— Фантастическое совпадение, — ответил Джонс. — Однажды я узнал, что вы еще живы. Через месяц я узнал, что ваша жена тоже жива. Разве, такое совпадение — не рука Господня?
— Не знаю, — сказал я.
— Моя газета небольшим тиражом распространяется в Западной Германии. Один из моих подписчиков прочел о вас и прислал мне телеграмму. Он спрашивал, знаю ли я, что ваша жена только что вернулась как беженка в Западный Берлин, — сказал он.

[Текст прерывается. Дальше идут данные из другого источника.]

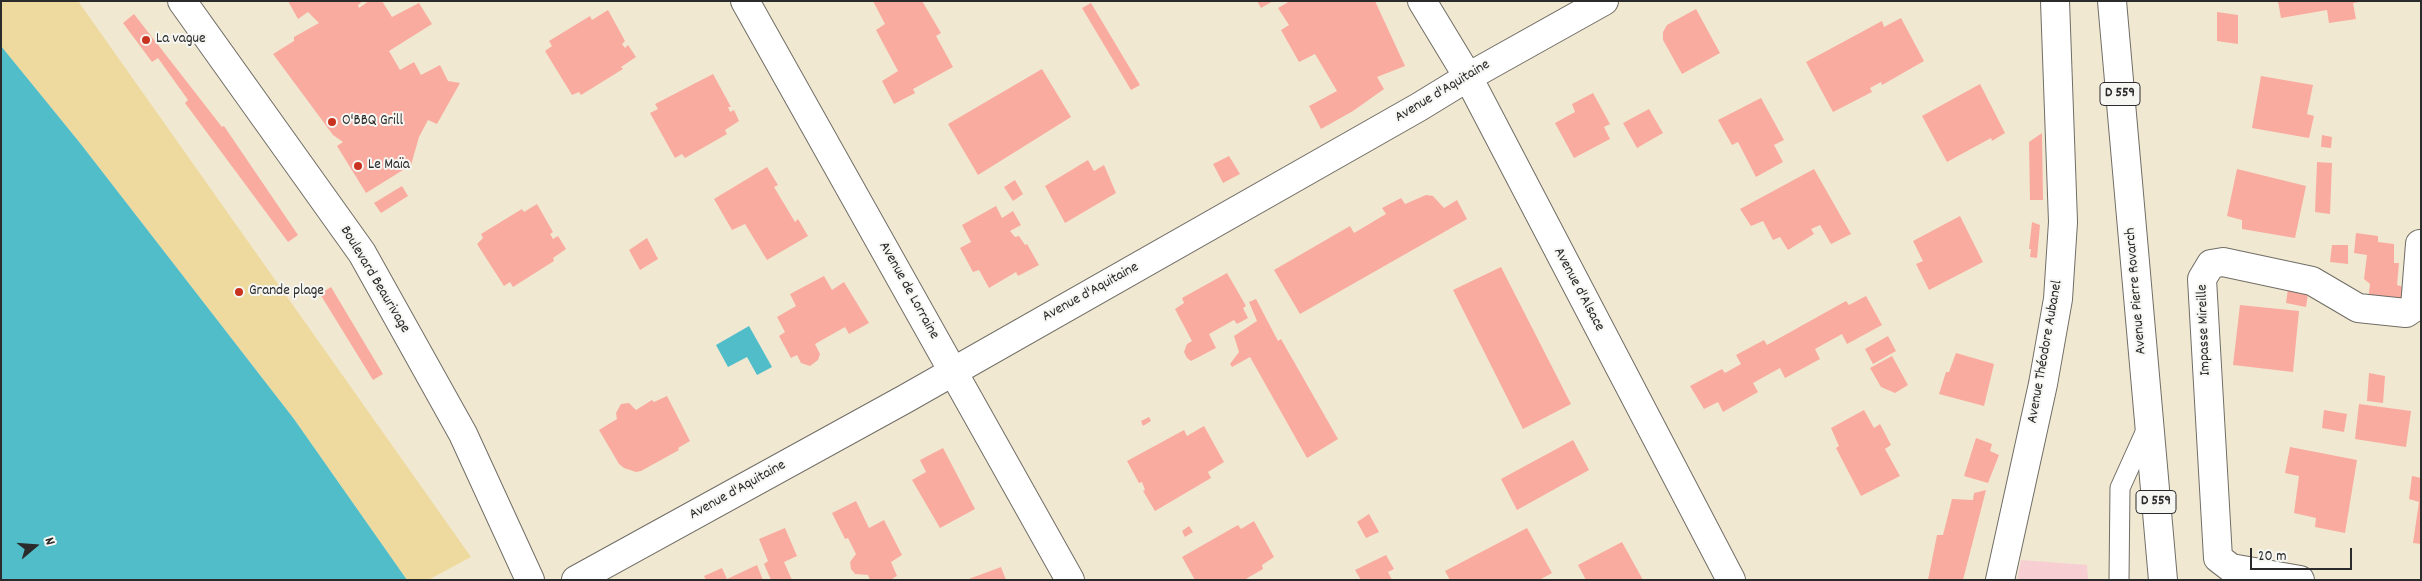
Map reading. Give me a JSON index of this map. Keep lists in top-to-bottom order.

— Почему он не телеграфировал мне? — спросил я. Я повернулся к Хельге.
— Дорогая, — сказал я по-немецки, — почему ты не телеграфировала мне?
— Мы так долго были разлучены, я так долго была мертва, — сказала она по-английски. — Я думала, что ты, конечно, начал новую жизнь, в которой для меня нет места. Я надеялась на это.
— Моя жизнь — это только место для тебя, — сказал я. — Ее никогда не мог бы заполнить никто, кроме тебя.
— Так много надо рассказать, о многом поговорить, — сказала она, прижимаясь ко мне. Я смотрел на нее с изумлением. Ее кожа была такой нежной и чистой. Она поразительно хорошо сохранилась для женщины сорока пяти лет.
Что делало ее прекрасный вид еще более удивительным — это ее рассказ о том, как она провела последние пятнадцать лет.
Ее взяли в плен в Крыму и изнасиловали. В товарном вагоне отправили на Украину и приговорили к каторжным работам.
— Оборванные, спотыкающиеся, повенчанные с грязью суки, — говорила она, — вот кто мы были. Когда война кончилась, никто даже не позаботился сказать нам об этом. Наша трагедия была нескончаемой. Мы не значились ни в каких списках. Мы бесцельно брели по разрушенным деревням. Любому, у кого была какая-нибудь черная и бессмысленная работа, достаточно было поманить нас, и мы ее выполняли.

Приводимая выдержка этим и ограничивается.